§ Task details: Reproduce the entries that follow exactly, dropping each image.

§ Records for the exercise:
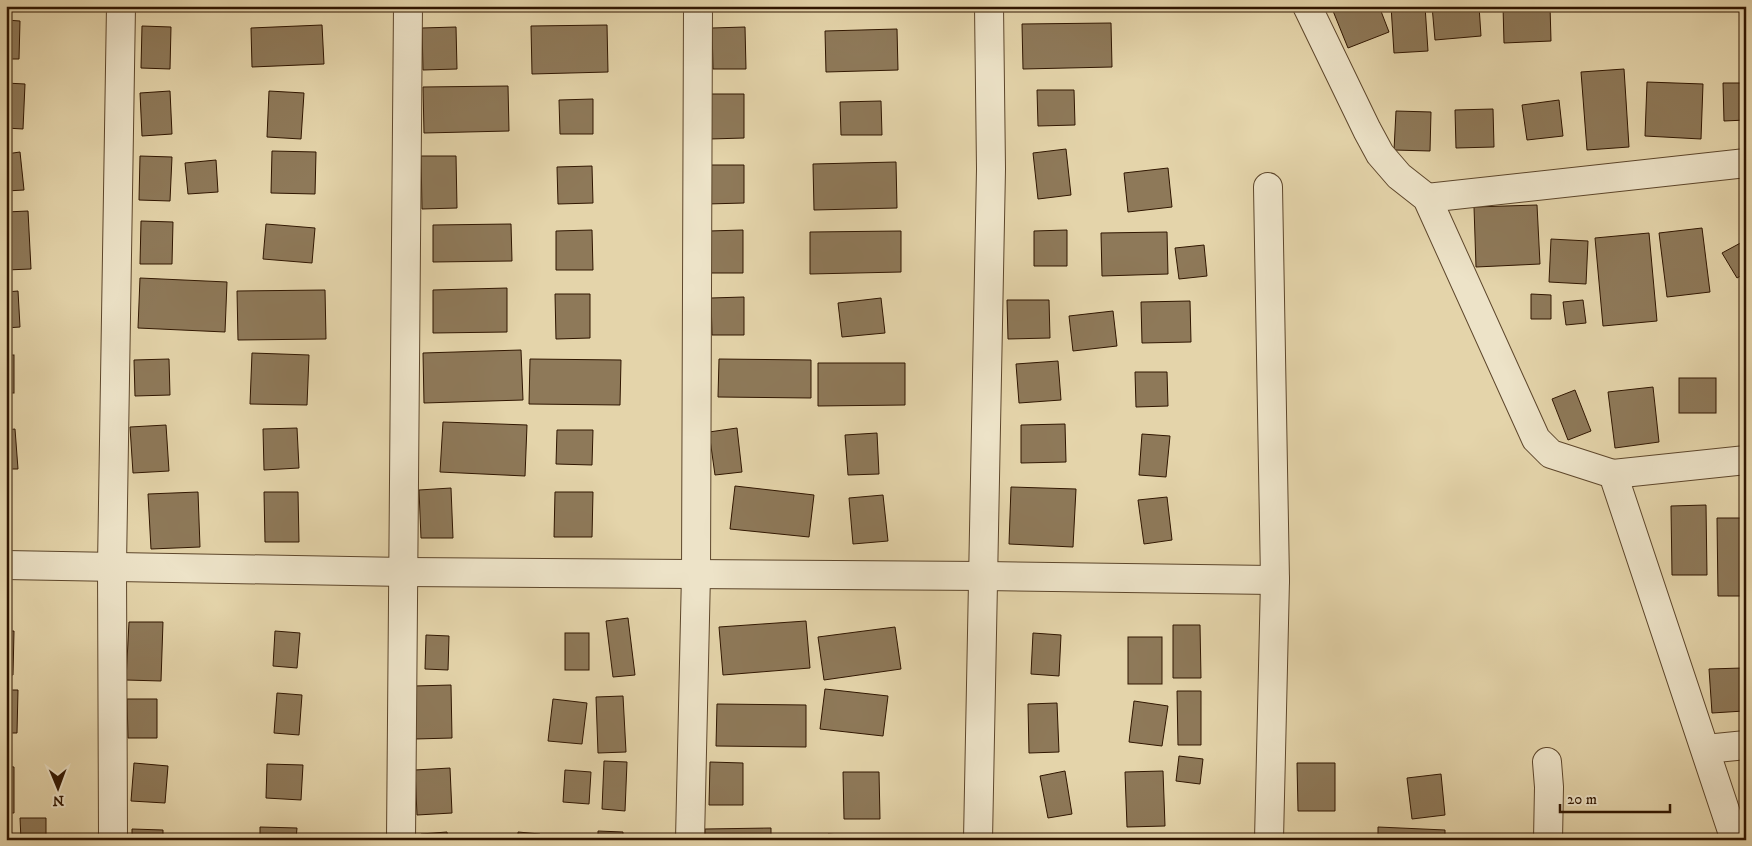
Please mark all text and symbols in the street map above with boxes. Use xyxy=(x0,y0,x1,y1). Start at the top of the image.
north arrow xyxy=(32,764,82,814)
scale bar xyxy=(1560,781,1670,813)
text: 20 m xyxy=(1567,790,1597,809)
text: N xyxy=(52,791,64,809)

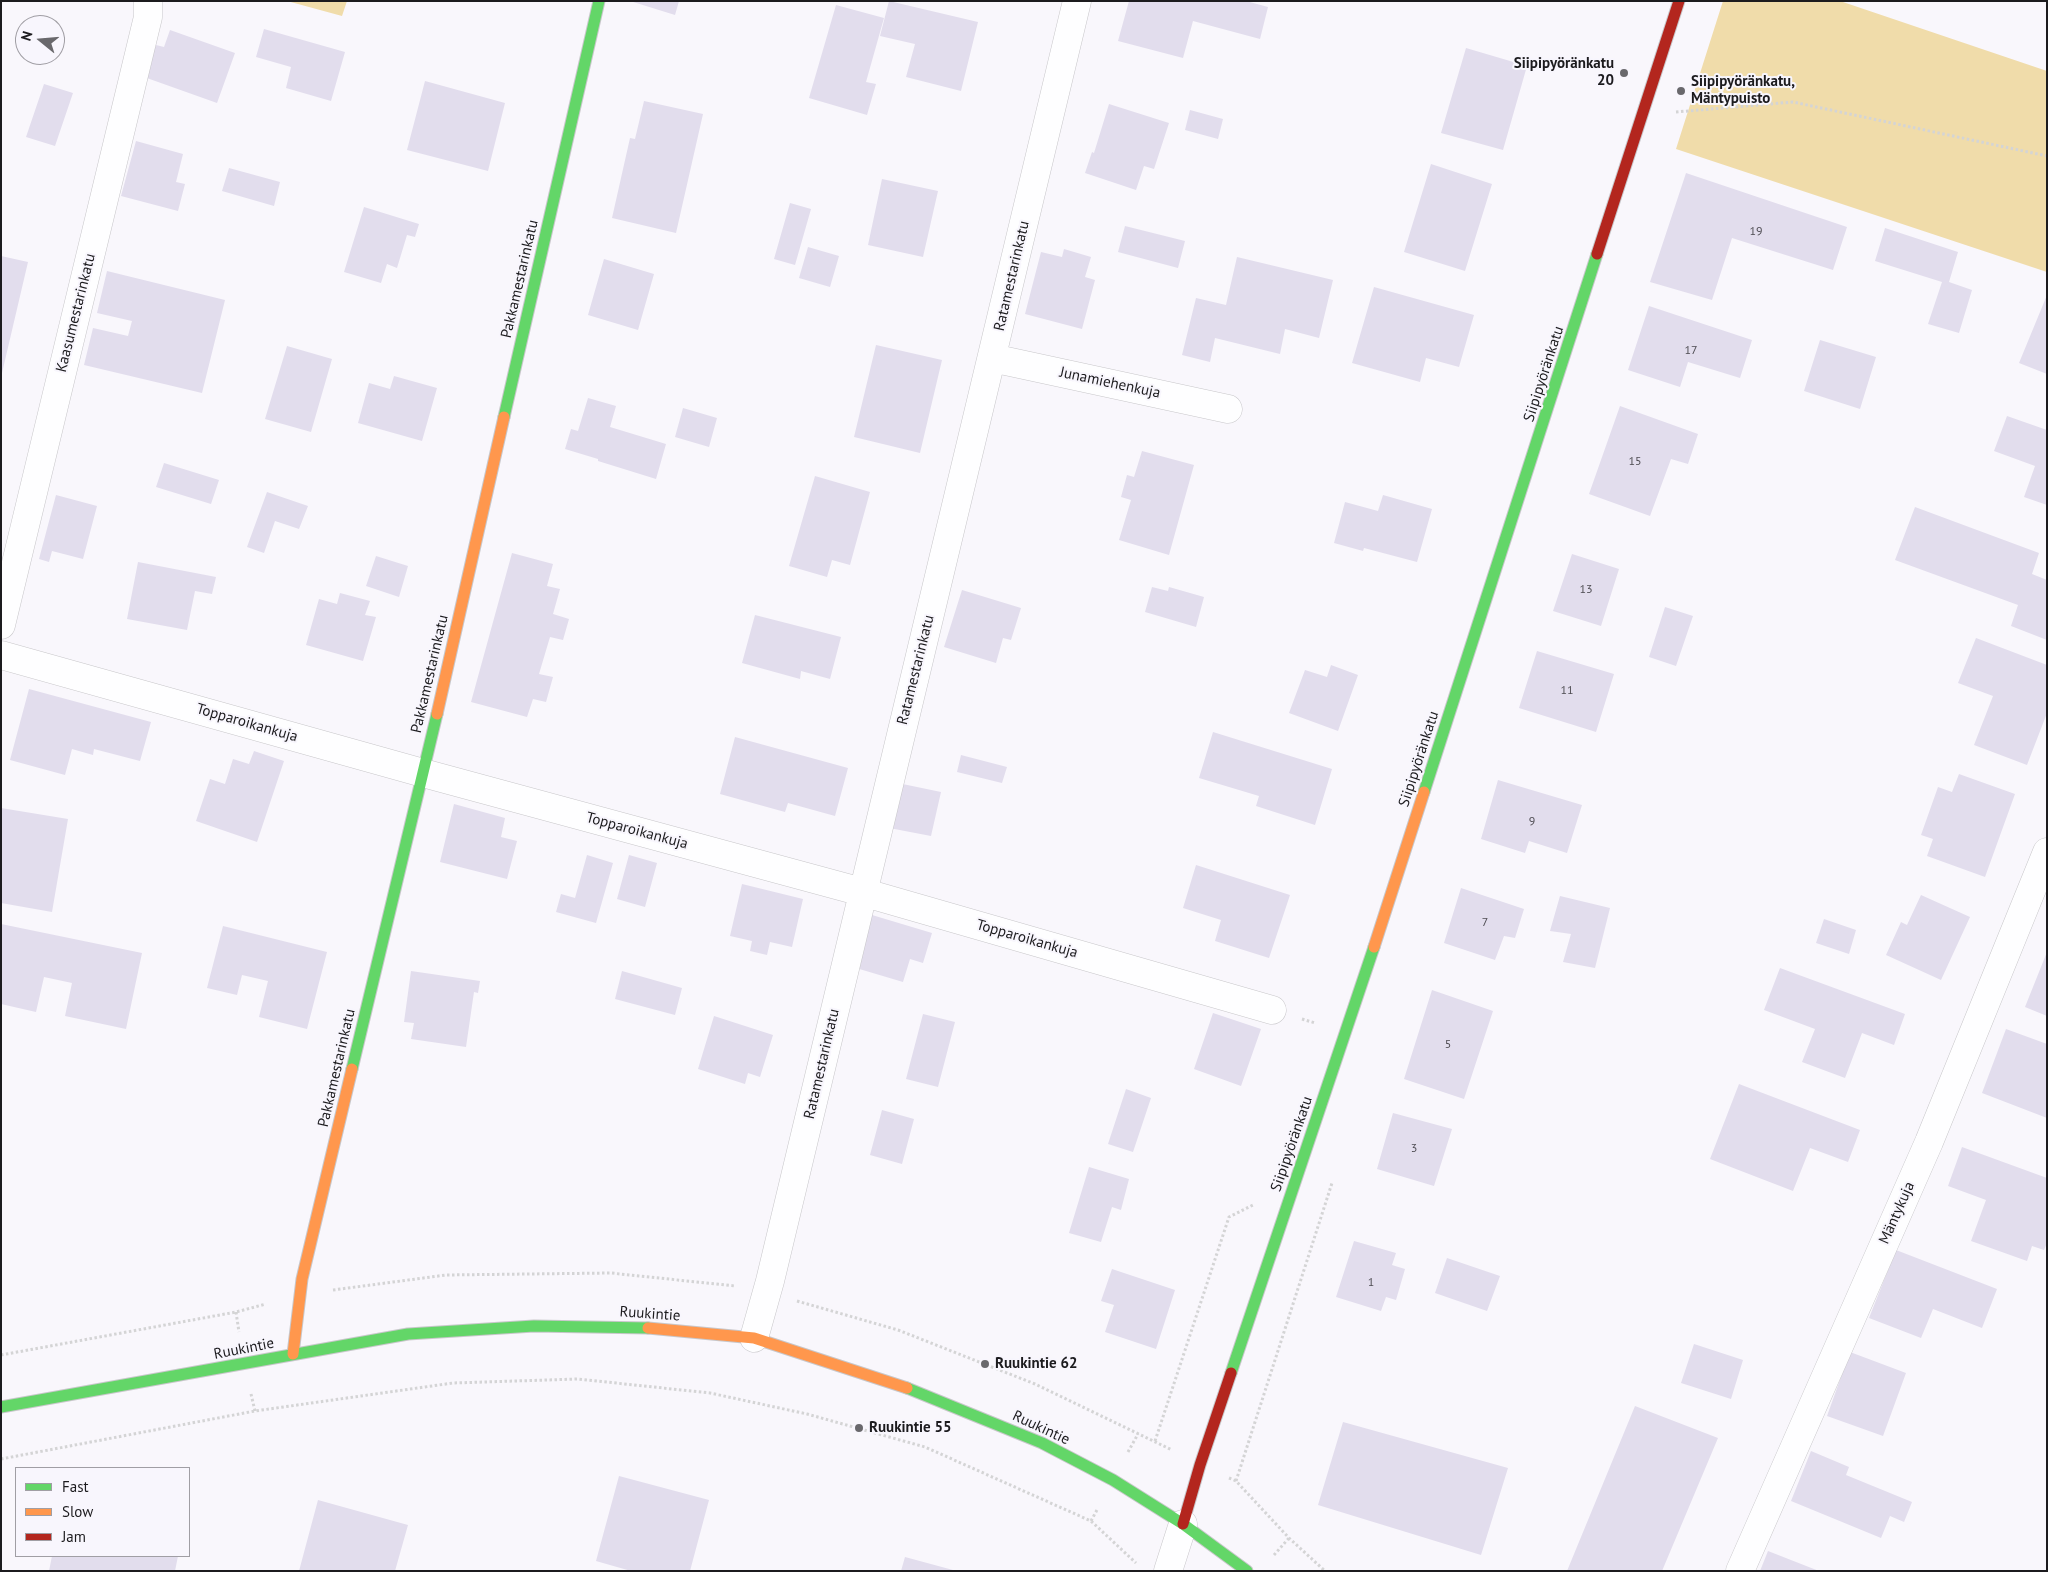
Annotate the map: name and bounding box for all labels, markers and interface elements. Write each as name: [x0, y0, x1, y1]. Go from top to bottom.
north arrow: [15, 15, 65, 65]
text: N: [17, 29, 37, 43]
place label: Siipipyöränkatu 20: [1514, 55, 1614, 90]
marker: Siipipyöränkatu 20: [1618, 67, 1630, 79]
place label: Siipipyöränkatu, Mäntypuisto: [1691, 73, 1795, 108]
marker: Siipipyöränkatu, Mäntypuisto: [1675, 85, 1687, 97]
street label: Pakkamestarinkatu: [498, 218, 542, 340]
street label: Ratamestarinkatu: [991, 219, 1033, 333]
house number: 19: [1749, 225, 1763, 239]
street label: Kaasumestarinkatu: [53, 252, 99, 374]
street label: Siipipyöränkatu: [1520, 324, 1568, 424]
house number: 17: [1684, 344, 1698, 358]
street label: Junamiehenkuja: [1058, 364, 1162, 402]
house number: 15: [1628, 455, 1642, 469]
house number: 13: [1579, 583, 1593, 597]
street label: Pakkamestarinkatu: [408, 613, 452, 735]
street label: Ratamestarinkatu: [894, 613, 938, 727]
house number: 11: [1560, 684, 1574, 698]
street label: Topparoikankuja: [194, 700, 300, 746]
street label: Siipipyöränkatu: [1395, 709, 1443, 809]
street label: Topparoikankuja: [584, 809, 690, 853]
house number: 9: [1529, 815, 1535, 829]
street label: Topparoikankuja: [974, 916, 1080, 962]
house number: 7: [1482, 916, 1488, 930]
street label: Pakkamestarinkatu: [315, 1007, 359, 1129]
street label: Ratamestarinkatu: [801, 1007, 843, 1121]
house number: 5: [1445, 1038, 1451, 1052]
street label: Siipipyöränkatu: [1267, 1094, 1317, 1194]
house number: 3: [1411, 1142, 1417, 1156]
street label: Mäntykuja: [1875, 1179, 1919, 1247]
house number: 1: [1368, 1276, 1374, 1290]
street label: Ruukintie: [619, 1303, 681, 1325]
street label: Ruukintie: [212, 1334, 276, 1364]
place label: Ruukintie 62: [995, 1355, 1077, 1373]
marker: Ruukintie 62: [979, 1358, 991, 1370]
street label: Ruukintie: [1010, 1407, 1072, 1449]
place label: Ruukintie 55: [869, 1419, 951, 1437]
marker: Ruukintie 55: [853, 1422, 865, 1434]
legend: [15, 1467, 190, 1557]
text: Fast: [62, 1477, 89, 1496]
text: Slow: [62, 1502, 93, 1521]
text: Jam: [62, 1527, 86, 1546]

§ Answer box:
Please mark all text and symbols in the street map above with boxes. Use xyxy=(x0,y0,x1,y1). Start at the top of the image.
north arrow xyxy=(32,764,82,814)
scale bar xyxy=(1560,781,1670,813)
text: 20 m xyxy=(1567,790,1597,809)
text: N xyxy=(52,791,64,809)

Annotate the map: name and bounding box for all labels, markers and interface elements. Write each as name: [x0, y0, x1, y1]. Go from top to bottom.
north arrow: [15, 15, 65, 65]
text: N: [17, 29, 37, 43]
place label: Siipipyöränkatu 20: [1514, 55, 1614, 90]
marker: Siipipyöränkatu 20: [1618, 67, 1630, 79]
place label: Siipipyöränkatu, Mäntypuisto: [1691, 73, 1795, 108]
marker: Siipipyöränkatu, Mäntypuisto: [1675, 85, 1687, 97]
street label: Pakkamestarinkatu: [498, 218, 542, 340]
street label: Ratamestarinkatu: [991, 219, 1033, 333]
house number: 19: [1749, 225, 1763, 239]
street label: Kaasumestarinkatu: [53, 252, 99, 374]
street label: Siipipyöränkatu: [1520, 324, 1568, 424]
house number: 17: [1684, 344, 1698, 358]
street label: Junamiehenkuja: [1058, 364, 1162, 402]
house number: 15: [1628, 455, 1642, 469]
house number: 13: [1579, 583, 1593, 597]
street label: Pakkamestarinkatu: [408, 613, 452, 735]
street label: Ratamestarinkatu: [894, 613, 938, 727]
house number: 11: [1560, 684, 1574, 698]
street label: Topparoikankuja: [194, 700, 300, 746]
street label: Siipipyöränkatu: [1395, 709, 1443, 809]
street label: Topparoikankuja: [584, 809, 690, 853]
house number: 9: [1529, 815, 1535, 829]
street label: Topparoikankuja: [974, 916, 1080, 962]
house number: 7: [1482, 916, 1488, 930]
street label: Pakkamestarinkatu: [315, 1007, 359, 1129]
street label: Ratamestarinkatu: [801, 1007, 843, 1121]
house number: 5: [1445, 1038, 1451, 1052]
street label: Siipipyöränkatu: [1267, 1094, 1317, 1194]
house number: 3: [1411, 1142, 1417, 1156]
street label: Mäntykuja: [1875, 1179, 1919, 1247]
house number: 1: [1368, 1276, 1374, 1290]
street label: Ruukintie: [619, 1303, 681, 1325]
street label: Ruukintie: [212, 1334, 276, 1364]
place label: Ruukintie 62: [995, 1355, 1077, 1373]
marker: Ruukintie 62: [979, 1358, 991, 1370]
street label: Ruukintie: [1010, 1407, 1072, 1449]
place label: Ruukintie 55: [869, 1419, 951, 1437]
marker: Ruukintie 55: [853, 1422, 865, 1434]
legend: [15, 1467, 190, 1557]
text: Fast: [62, 1477, 89, 1496]
text: Slow: [62, 1502, 93, 1521]
text: Jam: [62, 1527, 86, 1546]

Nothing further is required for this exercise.